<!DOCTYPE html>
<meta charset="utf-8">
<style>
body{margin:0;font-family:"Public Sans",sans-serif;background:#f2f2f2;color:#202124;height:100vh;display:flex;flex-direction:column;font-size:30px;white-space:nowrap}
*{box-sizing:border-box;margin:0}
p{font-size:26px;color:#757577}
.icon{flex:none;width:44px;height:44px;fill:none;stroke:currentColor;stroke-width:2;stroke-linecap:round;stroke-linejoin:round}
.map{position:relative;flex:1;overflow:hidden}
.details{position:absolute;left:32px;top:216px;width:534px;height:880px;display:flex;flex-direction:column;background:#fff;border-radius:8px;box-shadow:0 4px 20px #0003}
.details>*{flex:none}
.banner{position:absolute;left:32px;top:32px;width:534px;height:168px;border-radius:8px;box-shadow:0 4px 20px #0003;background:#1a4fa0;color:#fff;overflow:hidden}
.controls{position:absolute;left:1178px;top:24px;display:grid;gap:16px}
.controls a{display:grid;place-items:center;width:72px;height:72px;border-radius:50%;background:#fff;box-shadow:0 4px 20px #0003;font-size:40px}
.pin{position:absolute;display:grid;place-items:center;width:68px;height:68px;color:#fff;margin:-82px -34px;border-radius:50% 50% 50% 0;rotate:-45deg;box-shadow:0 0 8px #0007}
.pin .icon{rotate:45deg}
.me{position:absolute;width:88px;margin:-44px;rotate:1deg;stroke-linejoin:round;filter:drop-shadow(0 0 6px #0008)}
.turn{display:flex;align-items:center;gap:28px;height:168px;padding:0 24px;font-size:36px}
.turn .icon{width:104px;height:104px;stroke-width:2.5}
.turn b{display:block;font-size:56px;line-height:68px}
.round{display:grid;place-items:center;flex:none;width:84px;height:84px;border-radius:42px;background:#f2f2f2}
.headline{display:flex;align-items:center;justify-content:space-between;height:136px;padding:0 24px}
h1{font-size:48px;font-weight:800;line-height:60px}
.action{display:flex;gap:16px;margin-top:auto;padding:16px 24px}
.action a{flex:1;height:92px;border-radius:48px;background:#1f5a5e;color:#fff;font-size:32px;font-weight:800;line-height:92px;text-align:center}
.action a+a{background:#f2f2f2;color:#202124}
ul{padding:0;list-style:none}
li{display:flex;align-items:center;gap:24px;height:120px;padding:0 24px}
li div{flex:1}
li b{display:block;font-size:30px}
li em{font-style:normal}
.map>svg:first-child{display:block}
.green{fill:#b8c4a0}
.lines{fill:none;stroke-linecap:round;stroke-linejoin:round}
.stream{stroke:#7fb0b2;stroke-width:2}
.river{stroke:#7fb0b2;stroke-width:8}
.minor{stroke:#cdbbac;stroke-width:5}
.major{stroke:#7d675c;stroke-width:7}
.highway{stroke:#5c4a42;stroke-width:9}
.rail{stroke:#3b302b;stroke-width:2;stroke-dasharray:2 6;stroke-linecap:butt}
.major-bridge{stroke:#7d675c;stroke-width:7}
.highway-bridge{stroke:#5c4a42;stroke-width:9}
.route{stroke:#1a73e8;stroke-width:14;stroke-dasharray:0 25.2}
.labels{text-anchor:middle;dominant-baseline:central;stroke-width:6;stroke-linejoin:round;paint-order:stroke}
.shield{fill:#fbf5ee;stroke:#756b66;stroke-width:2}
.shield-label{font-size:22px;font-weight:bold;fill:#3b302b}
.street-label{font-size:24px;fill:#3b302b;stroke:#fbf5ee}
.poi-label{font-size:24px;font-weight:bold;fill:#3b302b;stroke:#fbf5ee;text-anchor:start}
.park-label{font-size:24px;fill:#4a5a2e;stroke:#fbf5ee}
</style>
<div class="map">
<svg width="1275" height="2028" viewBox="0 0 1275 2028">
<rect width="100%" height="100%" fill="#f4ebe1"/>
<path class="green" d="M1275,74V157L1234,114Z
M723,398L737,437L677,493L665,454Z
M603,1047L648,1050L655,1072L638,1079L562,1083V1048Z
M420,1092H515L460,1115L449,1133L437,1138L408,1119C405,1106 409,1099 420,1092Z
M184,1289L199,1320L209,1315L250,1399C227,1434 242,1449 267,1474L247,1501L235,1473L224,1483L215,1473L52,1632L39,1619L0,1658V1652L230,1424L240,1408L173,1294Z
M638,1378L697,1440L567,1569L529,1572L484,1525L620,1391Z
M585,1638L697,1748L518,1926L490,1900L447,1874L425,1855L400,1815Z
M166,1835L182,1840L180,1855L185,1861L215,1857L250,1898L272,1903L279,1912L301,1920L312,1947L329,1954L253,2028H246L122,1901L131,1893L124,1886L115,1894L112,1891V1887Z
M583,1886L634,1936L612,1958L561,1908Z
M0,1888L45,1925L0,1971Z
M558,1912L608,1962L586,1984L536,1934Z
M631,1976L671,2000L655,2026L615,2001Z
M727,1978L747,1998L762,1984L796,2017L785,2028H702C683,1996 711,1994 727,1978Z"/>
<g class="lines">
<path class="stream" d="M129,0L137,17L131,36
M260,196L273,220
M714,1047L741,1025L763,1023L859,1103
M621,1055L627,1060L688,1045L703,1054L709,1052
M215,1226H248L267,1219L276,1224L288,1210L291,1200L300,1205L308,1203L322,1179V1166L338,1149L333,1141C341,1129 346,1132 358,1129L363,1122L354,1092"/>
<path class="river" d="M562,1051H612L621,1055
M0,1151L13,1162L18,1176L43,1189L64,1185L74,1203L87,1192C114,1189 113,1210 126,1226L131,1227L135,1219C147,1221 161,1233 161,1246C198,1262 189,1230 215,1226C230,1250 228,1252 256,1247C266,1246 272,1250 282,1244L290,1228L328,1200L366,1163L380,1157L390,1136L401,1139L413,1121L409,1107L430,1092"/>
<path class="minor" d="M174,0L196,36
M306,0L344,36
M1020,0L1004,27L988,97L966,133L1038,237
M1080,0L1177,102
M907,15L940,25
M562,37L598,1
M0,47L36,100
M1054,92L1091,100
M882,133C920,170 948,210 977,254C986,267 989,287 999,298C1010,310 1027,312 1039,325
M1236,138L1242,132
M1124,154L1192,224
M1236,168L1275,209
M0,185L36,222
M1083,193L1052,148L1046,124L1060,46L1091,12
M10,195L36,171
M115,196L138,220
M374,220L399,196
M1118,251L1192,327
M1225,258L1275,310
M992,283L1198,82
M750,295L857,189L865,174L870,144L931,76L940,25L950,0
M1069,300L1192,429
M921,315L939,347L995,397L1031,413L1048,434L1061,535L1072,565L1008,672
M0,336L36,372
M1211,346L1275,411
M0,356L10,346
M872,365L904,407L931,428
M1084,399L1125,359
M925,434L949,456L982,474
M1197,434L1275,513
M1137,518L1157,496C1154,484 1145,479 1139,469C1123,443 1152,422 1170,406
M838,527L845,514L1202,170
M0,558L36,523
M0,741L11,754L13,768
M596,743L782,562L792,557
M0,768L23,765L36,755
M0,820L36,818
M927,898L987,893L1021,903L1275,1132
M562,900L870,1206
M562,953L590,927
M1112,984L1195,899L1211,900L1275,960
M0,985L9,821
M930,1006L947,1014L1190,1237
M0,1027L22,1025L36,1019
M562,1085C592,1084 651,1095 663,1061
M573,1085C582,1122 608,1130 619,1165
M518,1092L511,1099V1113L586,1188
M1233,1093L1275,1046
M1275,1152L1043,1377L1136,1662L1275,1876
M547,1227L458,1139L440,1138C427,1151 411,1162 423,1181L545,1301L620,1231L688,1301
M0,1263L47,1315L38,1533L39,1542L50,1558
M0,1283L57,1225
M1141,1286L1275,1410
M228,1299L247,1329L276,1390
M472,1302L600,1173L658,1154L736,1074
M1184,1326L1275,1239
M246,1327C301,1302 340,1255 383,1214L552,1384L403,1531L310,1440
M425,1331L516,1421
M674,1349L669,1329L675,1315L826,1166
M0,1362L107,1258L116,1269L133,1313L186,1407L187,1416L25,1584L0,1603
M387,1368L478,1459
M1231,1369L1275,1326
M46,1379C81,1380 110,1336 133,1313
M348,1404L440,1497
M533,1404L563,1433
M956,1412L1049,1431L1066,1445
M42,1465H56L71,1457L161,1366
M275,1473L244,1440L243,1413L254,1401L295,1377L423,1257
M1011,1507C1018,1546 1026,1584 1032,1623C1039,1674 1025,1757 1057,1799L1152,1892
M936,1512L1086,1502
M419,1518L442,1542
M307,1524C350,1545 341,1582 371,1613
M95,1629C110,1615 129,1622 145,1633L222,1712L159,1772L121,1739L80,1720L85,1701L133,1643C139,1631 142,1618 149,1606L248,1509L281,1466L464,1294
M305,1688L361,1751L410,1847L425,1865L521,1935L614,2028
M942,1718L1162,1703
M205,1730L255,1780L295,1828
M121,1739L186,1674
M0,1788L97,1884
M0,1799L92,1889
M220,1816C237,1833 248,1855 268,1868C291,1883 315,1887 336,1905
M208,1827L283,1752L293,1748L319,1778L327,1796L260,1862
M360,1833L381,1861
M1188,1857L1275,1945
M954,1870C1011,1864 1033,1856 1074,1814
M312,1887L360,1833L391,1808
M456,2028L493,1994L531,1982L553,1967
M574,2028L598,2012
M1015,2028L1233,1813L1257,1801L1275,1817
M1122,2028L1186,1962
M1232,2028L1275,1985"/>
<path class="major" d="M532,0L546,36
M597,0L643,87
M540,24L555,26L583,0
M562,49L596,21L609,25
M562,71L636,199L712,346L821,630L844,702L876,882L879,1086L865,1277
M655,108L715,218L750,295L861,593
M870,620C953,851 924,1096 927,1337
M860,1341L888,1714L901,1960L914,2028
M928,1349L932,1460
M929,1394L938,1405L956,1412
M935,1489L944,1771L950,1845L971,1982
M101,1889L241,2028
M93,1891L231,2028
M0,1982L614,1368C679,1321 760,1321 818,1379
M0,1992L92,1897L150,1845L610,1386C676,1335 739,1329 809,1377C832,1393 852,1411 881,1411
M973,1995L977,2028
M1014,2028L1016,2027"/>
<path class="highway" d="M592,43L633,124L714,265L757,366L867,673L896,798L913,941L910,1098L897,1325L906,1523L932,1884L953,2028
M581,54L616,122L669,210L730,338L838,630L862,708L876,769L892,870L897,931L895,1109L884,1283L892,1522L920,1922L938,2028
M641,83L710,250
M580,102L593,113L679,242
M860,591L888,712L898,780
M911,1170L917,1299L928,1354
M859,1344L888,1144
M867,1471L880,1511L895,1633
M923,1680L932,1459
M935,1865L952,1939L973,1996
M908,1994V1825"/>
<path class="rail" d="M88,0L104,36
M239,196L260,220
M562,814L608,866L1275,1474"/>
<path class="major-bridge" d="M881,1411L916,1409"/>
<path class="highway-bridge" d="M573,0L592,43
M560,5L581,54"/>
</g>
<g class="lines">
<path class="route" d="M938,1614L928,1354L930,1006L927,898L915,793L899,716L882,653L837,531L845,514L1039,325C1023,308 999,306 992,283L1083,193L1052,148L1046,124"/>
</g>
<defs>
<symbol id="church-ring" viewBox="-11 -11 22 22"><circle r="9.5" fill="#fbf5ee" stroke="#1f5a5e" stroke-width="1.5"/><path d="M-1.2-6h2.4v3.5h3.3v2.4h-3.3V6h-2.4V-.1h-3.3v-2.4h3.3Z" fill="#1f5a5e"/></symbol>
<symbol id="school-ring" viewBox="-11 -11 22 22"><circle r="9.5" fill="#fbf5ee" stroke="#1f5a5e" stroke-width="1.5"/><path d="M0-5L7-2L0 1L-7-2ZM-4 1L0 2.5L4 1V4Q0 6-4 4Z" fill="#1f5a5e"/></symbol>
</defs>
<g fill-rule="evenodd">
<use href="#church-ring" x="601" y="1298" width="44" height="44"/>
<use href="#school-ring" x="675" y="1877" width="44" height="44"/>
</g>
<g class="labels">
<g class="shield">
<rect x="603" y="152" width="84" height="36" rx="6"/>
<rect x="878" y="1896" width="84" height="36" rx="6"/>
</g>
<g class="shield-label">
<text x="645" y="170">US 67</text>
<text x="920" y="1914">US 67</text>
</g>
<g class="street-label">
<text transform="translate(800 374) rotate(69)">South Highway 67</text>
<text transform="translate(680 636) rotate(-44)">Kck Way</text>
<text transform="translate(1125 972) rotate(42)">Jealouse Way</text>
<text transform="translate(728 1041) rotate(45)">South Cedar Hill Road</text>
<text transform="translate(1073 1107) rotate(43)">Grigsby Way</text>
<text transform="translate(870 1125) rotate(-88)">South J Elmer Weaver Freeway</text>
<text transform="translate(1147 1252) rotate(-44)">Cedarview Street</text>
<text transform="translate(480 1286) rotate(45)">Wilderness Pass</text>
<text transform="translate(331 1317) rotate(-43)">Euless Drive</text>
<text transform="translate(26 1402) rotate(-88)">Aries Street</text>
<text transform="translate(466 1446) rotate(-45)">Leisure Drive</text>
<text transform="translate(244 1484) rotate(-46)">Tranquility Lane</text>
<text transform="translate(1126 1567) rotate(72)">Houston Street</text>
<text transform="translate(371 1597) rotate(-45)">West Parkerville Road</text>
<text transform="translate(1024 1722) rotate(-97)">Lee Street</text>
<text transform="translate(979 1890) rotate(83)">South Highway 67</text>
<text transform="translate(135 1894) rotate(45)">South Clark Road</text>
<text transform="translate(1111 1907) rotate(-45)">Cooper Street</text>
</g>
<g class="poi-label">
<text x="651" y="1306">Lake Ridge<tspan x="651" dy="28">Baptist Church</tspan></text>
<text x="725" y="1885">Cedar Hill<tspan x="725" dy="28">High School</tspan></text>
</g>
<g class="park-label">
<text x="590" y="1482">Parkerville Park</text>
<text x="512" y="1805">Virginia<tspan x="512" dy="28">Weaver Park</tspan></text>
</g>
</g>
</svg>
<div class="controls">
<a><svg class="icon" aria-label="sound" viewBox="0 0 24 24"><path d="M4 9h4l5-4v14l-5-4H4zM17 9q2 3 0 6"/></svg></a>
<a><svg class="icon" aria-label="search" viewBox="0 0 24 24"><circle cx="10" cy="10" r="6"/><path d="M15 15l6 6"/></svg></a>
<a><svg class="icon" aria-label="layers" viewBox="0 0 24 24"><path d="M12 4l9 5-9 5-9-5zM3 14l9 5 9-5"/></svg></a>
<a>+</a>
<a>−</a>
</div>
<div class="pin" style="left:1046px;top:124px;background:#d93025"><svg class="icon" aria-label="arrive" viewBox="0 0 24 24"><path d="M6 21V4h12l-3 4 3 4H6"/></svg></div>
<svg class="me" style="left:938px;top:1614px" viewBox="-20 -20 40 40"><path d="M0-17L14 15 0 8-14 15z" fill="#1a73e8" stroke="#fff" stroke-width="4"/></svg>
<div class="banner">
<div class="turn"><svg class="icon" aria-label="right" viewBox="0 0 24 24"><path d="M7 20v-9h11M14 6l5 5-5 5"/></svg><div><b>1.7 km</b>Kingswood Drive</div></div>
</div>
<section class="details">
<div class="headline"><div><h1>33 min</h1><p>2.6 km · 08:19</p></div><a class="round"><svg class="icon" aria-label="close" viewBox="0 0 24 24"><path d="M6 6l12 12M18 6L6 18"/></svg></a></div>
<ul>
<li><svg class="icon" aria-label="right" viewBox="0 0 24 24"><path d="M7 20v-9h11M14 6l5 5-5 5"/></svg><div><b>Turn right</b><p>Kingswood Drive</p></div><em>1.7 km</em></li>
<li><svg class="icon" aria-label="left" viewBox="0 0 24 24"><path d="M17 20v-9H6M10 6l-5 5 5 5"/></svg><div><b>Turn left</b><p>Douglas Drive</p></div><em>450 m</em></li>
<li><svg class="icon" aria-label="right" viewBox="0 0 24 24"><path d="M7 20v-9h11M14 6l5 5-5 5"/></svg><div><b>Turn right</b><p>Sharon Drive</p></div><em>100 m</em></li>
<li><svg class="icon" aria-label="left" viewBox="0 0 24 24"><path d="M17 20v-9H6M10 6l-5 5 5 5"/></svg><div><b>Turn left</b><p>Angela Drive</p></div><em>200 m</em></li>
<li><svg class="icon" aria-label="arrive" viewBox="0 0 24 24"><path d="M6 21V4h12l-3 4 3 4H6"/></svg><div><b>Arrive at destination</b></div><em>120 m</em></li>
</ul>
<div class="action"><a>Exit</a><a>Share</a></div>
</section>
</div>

-- -- --

What is being asked
Take every line from the data above that holds "controls" and copy it out.

Task output
.controls{position:absolute;left:1178px;top:24px;display:grid;gap:16px}
.controls a{display:grid;place-items:center;width:72px;height:72px;border-radius:50%;background:#fff;box-shadow:0 4px 20px #0003;font-size:40px}
<div class="controls">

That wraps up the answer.